Lenette's casual posture stiffened fractionally. Her eyes, which had been bright with amusement while talking about her brother, became guarded. "Of course not," she said, her voice dropping, becoming serious. "Why would I tell him? Or my parents? None of them know." She crossed her arms. "They think I'm just... regular. Quiet, maybe. Annoying little sister."

She looked down at her hands, turning them over. They looked normal. Teenage hands. But they knew how to make a fist connect. They knew blocks and strikes. "They don't know I secretly trained. Or that I can actually... handle myself." A flicker of pride, but also something guarded and lonely, crossed her face. "I mean, why worry them, right? Better they think I'm just... Kira's annoying sister." She used her brother's first name, almost an afterthought, a label they might know her by at school.

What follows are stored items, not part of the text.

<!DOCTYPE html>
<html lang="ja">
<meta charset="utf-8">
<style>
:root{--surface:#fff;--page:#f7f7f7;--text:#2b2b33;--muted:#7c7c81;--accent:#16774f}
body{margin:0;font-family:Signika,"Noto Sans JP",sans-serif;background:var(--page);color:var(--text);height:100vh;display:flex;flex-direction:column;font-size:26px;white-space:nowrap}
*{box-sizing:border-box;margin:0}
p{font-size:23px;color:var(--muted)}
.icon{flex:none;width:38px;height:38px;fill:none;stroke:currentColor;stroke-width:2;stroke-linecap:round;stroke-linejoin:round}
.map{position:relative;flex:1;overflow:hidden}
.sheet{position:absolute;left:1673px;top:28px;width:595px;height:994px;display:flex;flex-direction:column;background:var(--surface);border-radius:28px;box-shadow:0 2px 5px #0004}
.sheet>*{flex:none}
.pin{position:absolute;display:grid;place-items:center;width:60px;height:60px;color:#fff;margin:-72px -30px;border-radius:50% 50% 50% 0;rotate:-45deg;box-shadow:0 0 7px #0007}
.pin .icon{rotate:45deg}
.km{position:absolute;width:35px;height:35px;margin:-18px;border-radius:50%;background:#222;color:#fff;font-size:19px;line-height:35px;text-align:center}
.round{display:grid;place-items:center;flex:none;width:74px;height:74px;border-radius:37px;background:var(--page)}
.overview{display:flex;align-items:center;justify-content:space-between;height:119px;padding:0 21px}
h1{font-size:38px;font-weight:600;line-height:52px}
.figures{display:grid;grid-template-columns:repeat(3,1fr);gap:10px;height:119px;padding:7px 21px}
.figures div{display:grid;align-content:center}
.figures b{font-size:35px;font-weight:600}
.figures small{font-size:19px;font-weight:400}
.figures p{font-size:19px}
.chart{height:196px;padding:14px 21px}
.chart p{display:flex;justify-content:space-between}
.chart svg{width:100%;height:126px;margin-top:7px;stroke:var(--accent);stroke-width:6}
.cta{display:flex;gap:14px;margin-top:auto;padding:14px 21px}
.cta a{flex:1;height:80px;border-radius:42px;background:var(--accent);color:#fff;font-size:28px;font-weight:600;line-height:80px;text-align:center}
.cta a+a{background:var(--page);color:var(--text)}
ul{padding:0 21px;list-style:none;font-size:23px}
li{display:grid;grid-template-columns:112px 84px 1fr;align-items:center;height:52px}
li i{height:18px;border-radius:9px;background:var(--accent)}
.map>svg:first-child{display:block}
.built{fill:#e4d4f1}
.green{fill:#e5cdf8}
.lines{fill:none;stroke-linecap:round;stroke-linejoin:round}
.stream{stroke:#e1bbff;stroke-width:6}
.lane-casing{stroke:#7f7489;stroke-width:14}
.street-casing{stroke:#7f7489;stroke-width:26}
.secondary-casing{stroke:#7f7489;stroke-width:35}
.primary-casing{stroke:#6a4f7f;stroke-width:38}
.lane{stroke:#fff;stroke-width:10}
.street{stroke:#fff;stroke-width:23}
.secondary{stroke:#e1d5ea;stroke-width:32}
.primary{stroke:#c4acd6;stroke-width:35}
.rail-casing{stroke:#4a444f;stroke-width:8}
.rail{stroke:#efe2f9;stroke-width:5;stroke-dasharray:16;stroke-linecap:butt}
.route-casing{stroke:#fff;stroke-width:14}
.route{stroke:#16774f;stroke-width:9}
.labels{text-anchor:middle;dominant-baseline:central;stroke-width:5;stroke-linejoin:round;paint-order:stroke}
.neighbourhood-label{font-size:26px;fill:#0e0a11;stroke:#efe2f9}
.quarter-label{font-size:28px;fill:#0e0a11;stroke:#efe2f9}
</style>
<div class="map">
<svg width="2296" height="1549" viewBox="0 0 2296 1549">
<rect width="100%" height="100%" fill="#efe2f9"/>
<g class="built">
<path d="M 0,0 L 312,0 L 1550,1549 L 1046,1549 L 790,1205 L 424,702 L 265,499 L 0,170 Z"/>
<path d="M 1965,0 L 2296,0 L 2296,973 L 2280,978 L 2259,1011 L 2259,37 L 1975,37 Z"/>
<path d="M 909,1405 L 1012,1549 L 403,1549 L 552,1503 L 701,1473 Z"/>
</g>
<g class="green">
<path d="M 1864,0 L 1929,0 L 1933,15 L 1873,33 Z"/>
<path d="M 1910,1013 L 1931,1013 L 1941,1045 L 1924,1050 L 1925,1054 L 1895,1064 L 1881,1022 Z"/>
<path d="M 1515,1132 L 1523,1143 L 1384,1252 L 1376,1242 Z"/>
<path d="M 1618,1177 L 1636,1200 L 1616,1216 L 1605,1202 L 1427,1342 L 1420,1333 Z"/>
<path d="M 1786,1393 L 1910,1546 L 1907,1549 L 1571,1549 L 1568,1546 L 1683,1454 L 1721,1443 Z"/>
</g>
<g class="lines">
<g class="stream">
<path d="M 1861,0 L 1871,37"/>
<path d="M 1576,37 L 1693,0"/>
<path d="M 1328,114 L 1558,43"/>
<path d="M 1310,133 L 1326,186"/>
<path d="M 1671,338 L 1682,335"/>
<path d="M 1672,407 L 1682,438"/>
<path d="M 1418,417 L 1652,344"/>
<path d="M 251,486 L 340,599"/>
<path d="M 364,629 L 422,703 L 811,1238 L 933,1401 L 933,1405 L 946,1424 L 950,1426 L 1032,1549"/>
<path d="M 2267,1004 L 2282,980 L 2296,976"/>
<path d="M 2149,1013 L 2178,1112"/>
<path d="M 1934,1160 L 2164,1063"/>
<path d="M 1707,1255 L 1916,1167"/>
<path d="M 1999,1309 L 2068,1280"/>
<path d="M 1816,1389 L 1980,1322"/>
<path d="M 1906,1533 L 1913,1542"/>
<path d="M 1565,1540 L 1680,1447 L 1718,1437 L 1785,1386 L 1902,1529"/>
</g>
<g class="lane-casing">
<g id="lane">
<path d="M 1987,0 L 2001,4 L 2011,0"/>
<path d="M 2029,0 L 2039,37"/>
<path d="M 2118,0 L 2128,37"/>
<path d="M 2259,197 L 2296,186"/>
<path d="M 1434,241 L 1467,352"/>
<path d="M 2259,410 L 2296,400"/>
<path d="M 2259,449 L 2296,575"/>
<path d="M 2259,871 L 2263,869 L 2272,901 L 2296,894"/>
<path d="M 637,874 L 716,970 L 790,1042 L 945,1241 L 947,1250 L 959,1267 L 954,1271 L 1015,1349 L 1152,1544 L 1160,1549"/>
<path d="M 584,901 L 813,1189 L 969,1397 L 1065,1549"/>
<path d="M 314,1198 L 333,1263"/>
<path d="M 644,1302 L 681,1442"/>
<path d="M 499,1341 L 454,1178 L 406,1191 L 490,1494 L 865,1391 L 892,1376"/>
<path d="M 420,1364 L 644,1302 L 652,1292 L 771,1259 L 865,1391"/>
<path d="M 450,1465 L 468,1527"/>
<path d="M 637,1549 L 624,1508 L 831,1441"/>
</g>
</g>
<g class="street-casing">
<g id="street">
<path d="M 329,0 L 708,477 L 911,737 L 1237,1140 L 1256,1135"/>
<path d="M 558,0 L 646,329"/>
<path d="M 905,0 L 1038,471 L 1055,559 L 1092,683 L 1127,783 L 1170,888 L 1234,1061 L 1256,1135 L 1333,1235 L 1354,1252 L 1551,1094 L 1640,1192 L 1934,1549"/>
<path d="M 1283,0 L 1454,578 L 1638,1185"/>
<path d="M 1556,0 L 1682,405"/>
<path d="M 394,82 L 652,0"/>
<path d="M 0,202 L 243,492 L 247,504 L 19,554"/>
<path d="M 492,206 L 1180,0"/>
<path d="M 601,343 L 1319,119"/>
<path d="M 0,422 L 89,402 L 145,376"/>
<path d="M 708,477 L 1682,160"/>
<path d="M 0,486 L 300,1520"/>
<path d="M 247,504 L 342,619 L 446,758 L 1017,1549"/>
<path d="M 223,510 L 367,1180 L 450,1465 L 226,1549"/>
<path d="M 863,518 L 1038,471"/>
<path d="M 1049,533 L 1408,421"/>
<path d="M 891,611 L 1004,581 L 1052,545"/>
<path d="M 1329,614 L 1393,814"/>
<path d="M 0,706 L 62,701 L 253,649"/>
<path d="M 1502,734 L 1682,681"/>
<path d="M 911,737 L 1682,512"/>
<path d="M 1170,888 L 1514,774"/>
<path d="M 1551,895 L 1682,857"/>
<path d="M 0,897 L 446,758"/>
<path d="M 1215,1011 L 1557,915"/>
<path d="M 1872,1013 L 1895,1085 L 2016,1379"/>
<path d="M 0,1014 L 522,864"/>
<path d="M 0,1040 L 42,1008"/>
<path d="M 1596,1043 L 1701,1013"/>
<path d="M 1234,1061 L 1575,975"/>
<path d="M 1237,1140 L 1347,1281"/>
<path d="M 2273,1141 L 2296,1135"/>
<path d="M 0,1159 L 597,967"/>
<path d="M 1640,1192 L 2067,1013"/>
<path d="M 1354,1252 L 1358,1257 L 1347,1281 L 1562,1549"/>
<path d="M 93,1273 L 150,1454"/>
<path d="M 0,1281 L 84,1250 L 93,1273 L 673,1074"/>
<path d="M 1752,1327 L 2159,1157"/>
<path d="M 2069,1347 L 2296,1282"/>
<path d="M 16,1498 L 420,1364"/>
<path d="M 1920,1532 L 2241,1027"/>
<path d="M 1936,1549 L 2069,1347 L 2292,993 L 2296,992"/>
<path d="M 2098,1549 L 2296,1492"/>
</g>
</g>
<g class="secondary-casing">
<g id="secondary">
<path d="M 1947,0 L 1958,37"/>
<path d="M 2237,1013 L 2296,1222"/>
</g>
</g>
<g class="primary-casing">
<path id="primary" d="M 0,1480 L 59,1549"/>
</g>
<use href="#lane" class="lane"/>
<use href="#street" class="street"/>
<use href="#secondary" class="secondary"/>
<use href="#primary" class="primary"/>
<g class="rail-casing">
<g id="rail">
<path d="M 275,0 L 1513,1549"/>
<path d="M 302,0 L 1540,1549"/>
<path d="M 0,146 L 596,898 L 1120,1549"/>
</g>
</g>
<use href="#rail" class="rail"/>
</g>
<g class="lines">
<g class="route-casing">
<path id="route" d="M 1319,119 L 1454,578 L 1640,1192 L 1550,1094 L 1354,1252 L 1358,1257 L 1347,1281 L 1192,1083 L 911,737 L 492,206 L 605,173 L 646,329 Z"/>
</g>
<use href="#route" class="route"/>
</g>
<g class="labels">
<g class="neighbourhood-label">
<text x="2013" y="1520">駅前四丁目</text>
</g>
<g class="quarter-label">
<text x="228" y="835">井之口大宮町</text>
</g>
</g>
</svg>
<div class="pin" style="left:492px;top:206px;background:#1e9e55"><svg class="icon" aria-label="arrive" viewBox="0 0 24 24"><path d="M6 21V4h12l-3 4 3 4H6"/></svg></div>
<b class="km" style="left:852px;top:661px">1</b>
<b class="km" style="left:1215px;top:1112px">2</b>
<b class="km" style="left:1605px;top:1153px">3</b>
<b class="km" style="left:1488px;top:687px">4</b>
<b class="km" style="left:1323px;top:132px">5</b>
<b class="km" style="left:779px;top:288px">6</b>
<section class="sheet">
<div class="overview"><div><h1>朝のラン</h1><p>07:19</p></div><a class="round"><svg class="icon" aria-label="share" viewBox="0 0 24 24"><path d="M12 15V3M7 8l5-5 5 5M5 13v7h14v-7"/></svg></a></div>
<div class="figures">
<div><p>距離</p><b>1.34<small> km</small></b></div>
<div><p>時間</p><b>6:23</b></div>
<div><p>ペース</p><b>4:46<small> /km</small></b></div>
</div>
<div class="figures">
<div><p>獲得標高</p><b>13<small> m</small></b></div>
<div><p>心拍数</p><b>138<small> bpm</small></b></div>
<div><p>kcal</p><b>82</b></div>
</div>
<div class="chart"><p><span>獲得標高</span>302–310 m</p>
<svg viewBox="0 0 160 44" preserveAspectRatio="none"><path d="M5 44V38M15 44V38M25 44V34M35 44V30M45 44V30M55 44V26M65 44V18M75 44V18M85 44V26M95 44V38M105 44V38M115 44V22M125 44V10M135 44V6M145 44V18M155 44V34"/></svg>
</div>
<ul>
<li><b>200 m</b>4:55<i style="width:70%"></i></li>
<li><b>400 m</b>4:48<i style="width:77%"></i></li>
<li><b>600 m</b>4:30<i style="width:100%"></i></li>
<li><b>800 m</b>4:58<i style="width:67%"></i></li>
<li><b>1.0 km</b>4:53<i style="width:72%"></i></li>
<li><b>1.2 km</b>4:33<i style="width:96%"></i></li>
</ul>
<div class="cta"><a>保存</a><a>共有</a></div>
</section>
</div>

Quincy and Daphne were quiet for a moment, processing this familiar facet of Lenette – the hidden strength she rarely showed, the secret life she compartmentalized so completely.

"Yeah," Quincy finally said, looking back towards the alley entrance with a thoughtful frown. "Still... Rivera, huh. Weird."

Lenette shrugged again, pushing the topic away. "Probably just a coincidence. Come on, let's go get those tokens. This boss level made me crave some fighting games."

She turned and headed towards the loud entrance of the arcade, leaving Quincy and Daphne to follow, the image of the blindfolded figure in the alley and the name "Rivera" lingering, a tiny, unresolved puzzle piece they hadn't placed yet. Lenette, lost in her own thoughts of virtual combat and carefully maintained secrets, was already moving on. She had no idea the blindfolded person in the alley, the "Rivera," was the brother she had just so casually dismissed as being safely in class.